Retype each line of the data below exactly, beginning with the first and ending with the one that contains "for (const r". Pictures do not belong in the copy.

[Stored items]
== Segment start ==

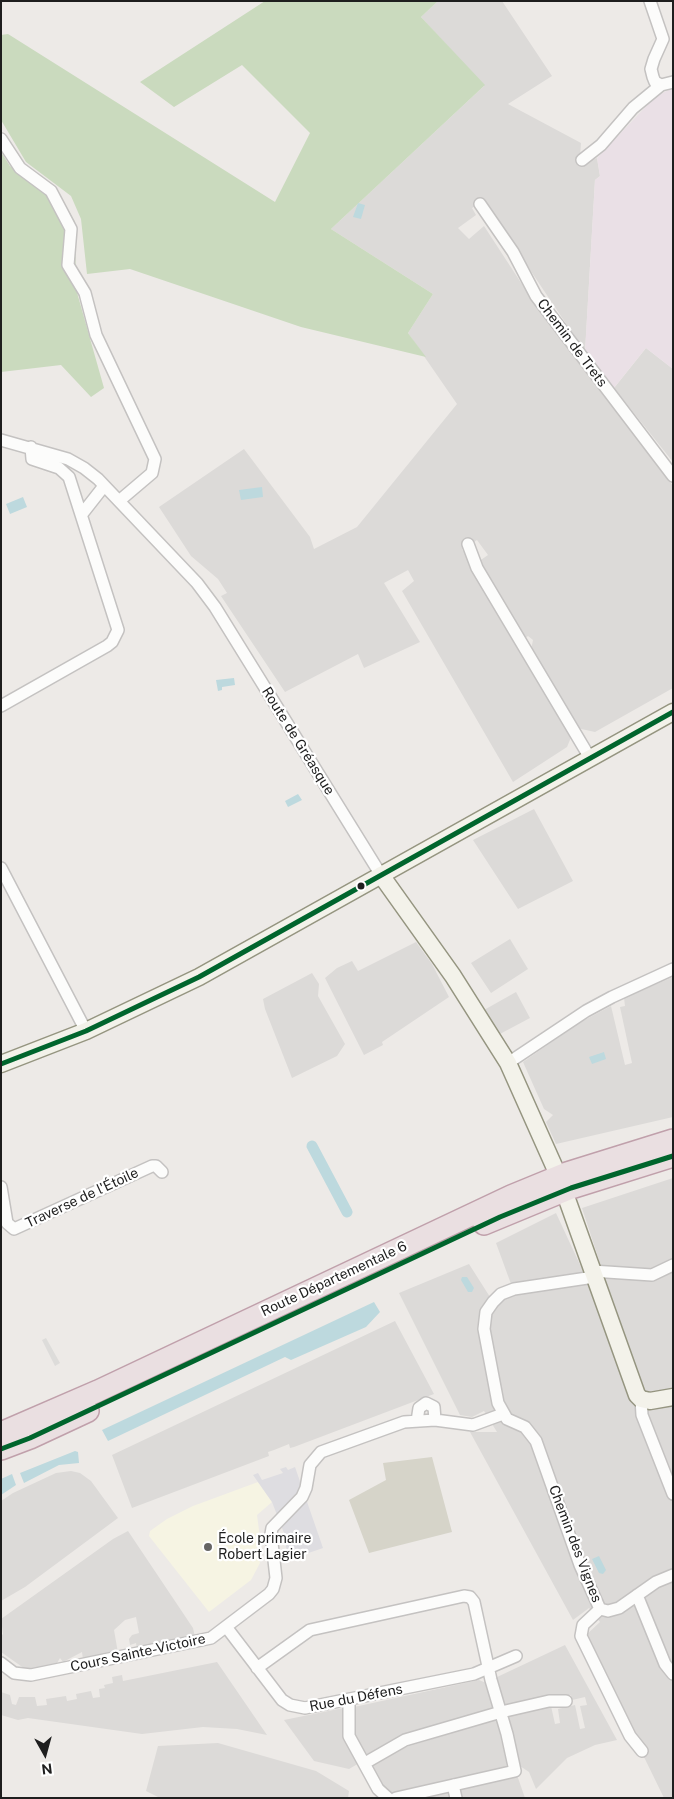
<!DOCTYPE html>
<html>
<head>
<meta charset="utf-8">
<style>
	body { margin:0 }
	#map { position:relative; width:674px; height:1799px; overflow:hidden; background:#edeae7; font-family:"Public Sans",sans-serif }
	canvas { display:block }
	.frame { position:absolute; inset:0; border:2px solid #1e1e1e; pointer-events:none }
	.north { position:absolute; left:20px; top:1729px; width:50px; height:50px; -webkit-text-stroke:4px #fff; paint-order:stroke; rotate:173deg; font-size:14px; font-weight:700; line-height:20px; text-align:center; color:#1e1e1e }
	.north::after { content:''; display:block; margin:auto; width:18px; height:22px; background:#1e1e1e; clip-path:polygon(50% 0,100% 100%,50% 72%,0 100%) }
</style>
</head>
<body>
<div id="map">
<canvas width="674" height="1799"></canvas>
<div class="frame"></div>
<div class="north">N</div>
</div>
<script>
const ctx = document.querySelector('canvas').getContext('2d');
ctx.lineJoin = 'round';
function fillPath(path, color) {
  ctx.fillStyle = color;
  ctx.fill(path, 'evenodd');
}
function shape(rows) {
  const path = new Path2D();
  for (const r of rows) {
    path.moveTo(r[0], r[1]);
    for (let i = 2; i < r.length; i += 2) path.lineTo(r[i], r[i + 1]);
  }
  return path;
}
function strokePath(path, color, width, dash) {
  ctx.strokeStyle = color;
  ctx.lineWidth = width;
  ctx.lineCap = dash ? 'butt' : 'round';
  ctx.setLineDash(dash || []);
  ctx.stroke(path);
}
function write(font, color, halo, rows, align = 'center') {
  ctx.font = font + ' "Public Sans",sans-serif';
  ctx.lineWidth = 4.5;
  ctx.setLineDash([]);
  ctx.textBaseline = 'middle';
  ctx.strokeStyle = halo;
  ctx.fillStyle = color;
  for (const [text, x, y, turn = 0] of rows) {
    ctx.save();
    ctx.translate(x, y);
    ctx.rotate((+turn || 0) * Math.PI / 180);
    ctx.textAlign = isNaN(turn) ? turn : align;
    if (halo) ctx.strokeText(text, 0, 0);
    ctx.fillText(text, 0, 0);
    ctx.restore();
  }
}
fillPath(shape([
	[438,1,502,1,552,76,508,104,581,143,580,157,589,161,597,158,600,176,595,180,585,352,484,201,472,208,476,215,458,228,469,239,484,226,529,295,673,486,673,688,595,732,577,728,531,650,533,640,528,636,524,639,478,562,488,555,477,540,462,549,572,735,567,747,513,782,402,591,414,581,408,570,384,583,420,642,364,668,358,654,285,692,221,596,227,593,218,579,191,556,159,507,244,449,310,537,314,549,357,527,457,404,408,333,433,294,331,229,484,86,421,17],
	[646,348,673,369,673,462,614,388],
	[534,809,573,881,518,909,473,840],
	[510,939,528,969,491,993,471,963],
	[416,942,432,964,449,997,382,1042,383,1045,364,1055,325,978,337,968,352,961,358,971],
	[312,973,319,984,318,996,345,1044,337,1056,292,1078,265,1009,263,999],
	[673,977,673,1117,556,1144,546,1122,553,1115,544,1109,523,1062,579,1023,611,1006,625,1065,632,1063,620,1007,625,1006,624,998],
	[516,992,530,1018,498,1035,484,1010],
	[673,1178,673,1798,664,1798,585,1636,600,1622,589,1608,573,1620,470,1432,497,1432,484,1411,472,1417,460,1415,399,1293,469,1264,490,1297,511,1284,496,1243,556,1213,582,1269,599,1260,582,1208],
	[395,1321,434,1394,294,1447,290,1448,289,1444,274,1450,268,1452,269,1456,132,1508,112,1455],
	[71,1471,80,1473,91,1481,118,1518,25,1587,1,1601,1,1501,13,1493,56,1473],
	[128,1531,193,1628,195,1637,168,1643,167,1641,164,1644,137,1649,136,1643,130,1645,129,1639,132,1635,139,1633,136,1617,125,1620,114,1630,118,1653,83,1660,82,1652,63,1662,60,1658,56,1665,28,1671,1,1652,1,1636,3,1634,1,1619,113,1539],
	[565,1645,617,1740,595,1745,567,1758,536,1789,529,1772,520,1766,506,1718,508,1716,551,1706,555,1724,560,1723,558,1709,575,1705,580,1729,585,1728,580,1706,587,1705,585,1697,572,1700,571,1695,505,1707,502,1705,495,1678],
	[217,1662,267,1735,237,1729,203,1727,142,1734,28,1718,18,1720,1,1715,1,1692,10,1695,12,1704,16,1705,19,1697,35,1697,37,1706,47,1705,46,1699,66,1696,67,1701,77,1699,76,1694,91,1691,93,1698,100,1697,99,1689,105,1688,104,1685,113,1683,112,1677,122,1675,123,1681],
	[479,1680,486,1683,494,1707,493,1710,366,1758,350,1732,354,1707],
	[343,1708,345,1709,361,1762,349,1769,314,1761,284,1720],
	[497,1719,507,1766,505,1771,391,1795,386,1793,369,1768,400,1749],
	[218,1743,316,1771,349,1791,348,1798,160,1798,146,1791,158,1746],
	[517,1775,525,1798,411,1798]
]), '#dcdad8');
fillPath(shape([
	[673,88,673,369,646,348,614,388,585,352,595,180,600,176,597,158,656,96]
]), '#eae0e6');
fillPath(shape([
	[258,1482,272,1502,257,1515,261,1545,256,1549,260,1563,251,1580,209,1612,149,1536,150,1531,167,1519,193,1506]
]), '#f6f4e3');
fillPath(shape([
	[432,1457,452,1532,369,1553,349,1500,386,1480,383,1463]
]), '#d6d4c9');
fillPath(shape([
	[265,1,438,1,421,17,485,85,331,229,433,294,408,333,426,357,301,327,130,269,87,274,81,219,71,196,26,162,1,120,1,35,8,34,275,202,310,133,242,65,174,107,140,82],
	[1,152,10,166,65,204,75,222,76,289,104,388,91,397,61,365,1,372]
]), '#cadabe');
fillPath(shape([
	[286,1467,288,1470,295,1467,323,1548,288,1560,284,1533,272,1502,253,1475,258,1473,262,1480,283,1473,280,1469]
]), '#dedde1');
fillPath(shape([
	[358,203,365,205,361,219,353,217],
	[262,487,263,497,241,500,239,490],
	[23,497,27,507,10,514,6,504],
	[234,678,235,685,222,687,222,690,218,691,216,680],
	[298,794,302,800,288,807,285,801],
	[604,1052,606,1059,592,1064,589,1057],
	[462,1277,467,1277,474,1288,472,1292,468,1292,461,1280],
	[374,1302,380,1312,366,1327,291,1360,285,1357,108,1441,102,1430],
	[75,1451,78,1452,79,1463,59,1465,24,1483,20,1473],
	[12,1474,16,1485,1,1495,1,1479],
	[599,1556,606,1570,603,1574,599,1573,592,1559]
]), '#bdd9de');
fillPath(shape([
	[316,1147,341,1192,335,1195,310,1150],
	[46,1338,60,1363,55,1366,42,1340]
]), '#dddcda');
strokePath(shape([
	[312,1146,347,1212]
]), '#bdd9de', 11);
const street = shape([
	[650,1,663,39,654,59,651,69,653,77,655,82,661,85,673,82],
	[1,139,20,168,51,191,71,229,68,265,85,293,96,335,155,459,152,473,119,501],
	[582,160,601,145,633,108,661,85],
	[480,204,513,252,536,296,673,476],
	[1,440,68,459,84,468,98,479,197,583,215,607,381,875],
	[82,514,104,486],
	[468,544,477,568,590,758],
	[1,706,107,646,112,642,118,630,69,477,59,468,32,459,31,447],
	[1,868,86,1031],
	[508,1063,586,1011,612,997,673,969],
	[1,1187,7,1223,14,1229,152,1166,156,1166,162,1172],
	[592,1271,652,1275,673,1265],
	[594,1277,514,1289,501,1294,493,1302,486,1312,484,1329,498,1403,507,1419,525,1427,536,1441,580,1565,600,1609,608,1611,619,1608,656,1582,673,1575],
	[641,1399,642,1415,673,1494],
	[417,1421,419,1408,426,1403,434,1407,435,1420],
	[637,1595,665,1664,673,1674],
	[600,1609,583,1625,581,1636,630,1736,642,1751],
	[227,1628,282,1700,290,1705,305,1708,474,1674,516,1656],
	[1,1663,14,1673,31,1675,211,1638,269,1594,273,1589,276,1578,271,1534,272,1528,302,1497,306,1488,310,1465,321,1452,404,1422,435,1420,473,1425,503,1414],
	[257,1668,310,1630,464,1596,470,1597,474,1602,491,1680,507,1734,515,1771,396,1798],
	[349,1700,349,1736,378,1789,388,1798],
	[365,1763,405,1740,501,1712,549,1701,566,1701],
	[453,1785,456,1798]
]);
const secondary = shape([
	[381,875,453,976,508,1063,554,1166],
	[1,1064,86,1031,199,977,673,712],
	[568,1202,637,1395,641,1399,650,1401,673,1397]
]);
const highway = shape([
	[484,1224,571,1188,673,1156],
	[1,1433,98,1391,511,1196,567,1173,673,1140],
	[1,1449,30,1438,88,1411]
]);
strokePath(street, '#c4c2c1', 14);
strokePath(secondary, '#959580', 19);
strokePath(highway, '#c0a0ab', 24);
strokePath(street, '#fcfcfb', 11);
strokePath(secondary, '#f3f2ea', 16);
strokePath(highway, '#eadfe1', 21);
strokePath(shape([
	[1,1064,86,1031,199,977,673,712],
	[1,1449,30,1438,500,1217,571,1188,673,1156]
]), '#00652d', 5);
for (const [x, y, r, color] of [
	[361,886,4.5,"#1e1e1e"],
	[208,1547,5,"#666564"]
]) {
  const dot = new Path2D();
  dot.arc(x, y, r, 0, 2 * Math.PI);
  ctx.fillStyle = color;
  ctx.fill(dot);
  strokePath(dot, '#fff', 2);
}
write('14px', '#1e1e1e', '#fff', [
	["Chemin de Trets",572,343,53],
	["Route de Gréasque",298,741,58],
	["Traverse de l'Étoile",82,1198,-25],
	["Route Départementale 6",334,1279,-25],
	["Chemin des Vignes",575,1544,69],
	["Cours Sainte-Victoire",138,1653,-12],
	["Rue du Défens",356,1698,-11]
]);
write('14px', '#1e1e1e', '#fff', [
	["École primaire",218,1539],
	["Robert Lagier",218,1555]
], 'left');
</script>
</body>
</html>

== Segment end ==

* [YOUR RESPONSE]:
<!DOCTYPE html>
<html>
<head>
<meta charset="utf-8">
<style>
	body { margin:0 }
	#map { position:relative; width:674px; height:1799px; overflow:hidden; background:#edeae7; font-family:"Public Sans",sans-serif }
	canvas { display:block }
	.frame { position:absolute; inset:0; border:2px solid #1e1e1e; pointer-events:none }
	.north { position:absolute; left:20px; top:1729px; width:50px; height:50px; -webkit-text-stroke:4px #fff; paint-order:stroke; rotate:173deg; font-size:14px; font-weight:700; line-height:20px; text-align:center; color:#1e1e1e }
	.north::after { content:''; display:block; margin:auto; width:18px; height:22px; background:#1e1e1e; clip-path:polygon(50% 0,100% 100%,50% 72%,0 100%) }
</style>
</head>
<body>
<div id="map">
<canvas width="674" height="1799"></canvas>
<div class="frame"></div>
<div class="north">N</div>
</div>
<script>
const ctx = document.querySelector('canvas').getContext('2d');
ctx.lineJoin = 'round';
function fillPath(path, color) {
  ctx.fillStyle = color;
  ctx.fill(path, 'evenodd');
}
function shape(rows) {
  const path = new Path2D();
  for (const r of rows) {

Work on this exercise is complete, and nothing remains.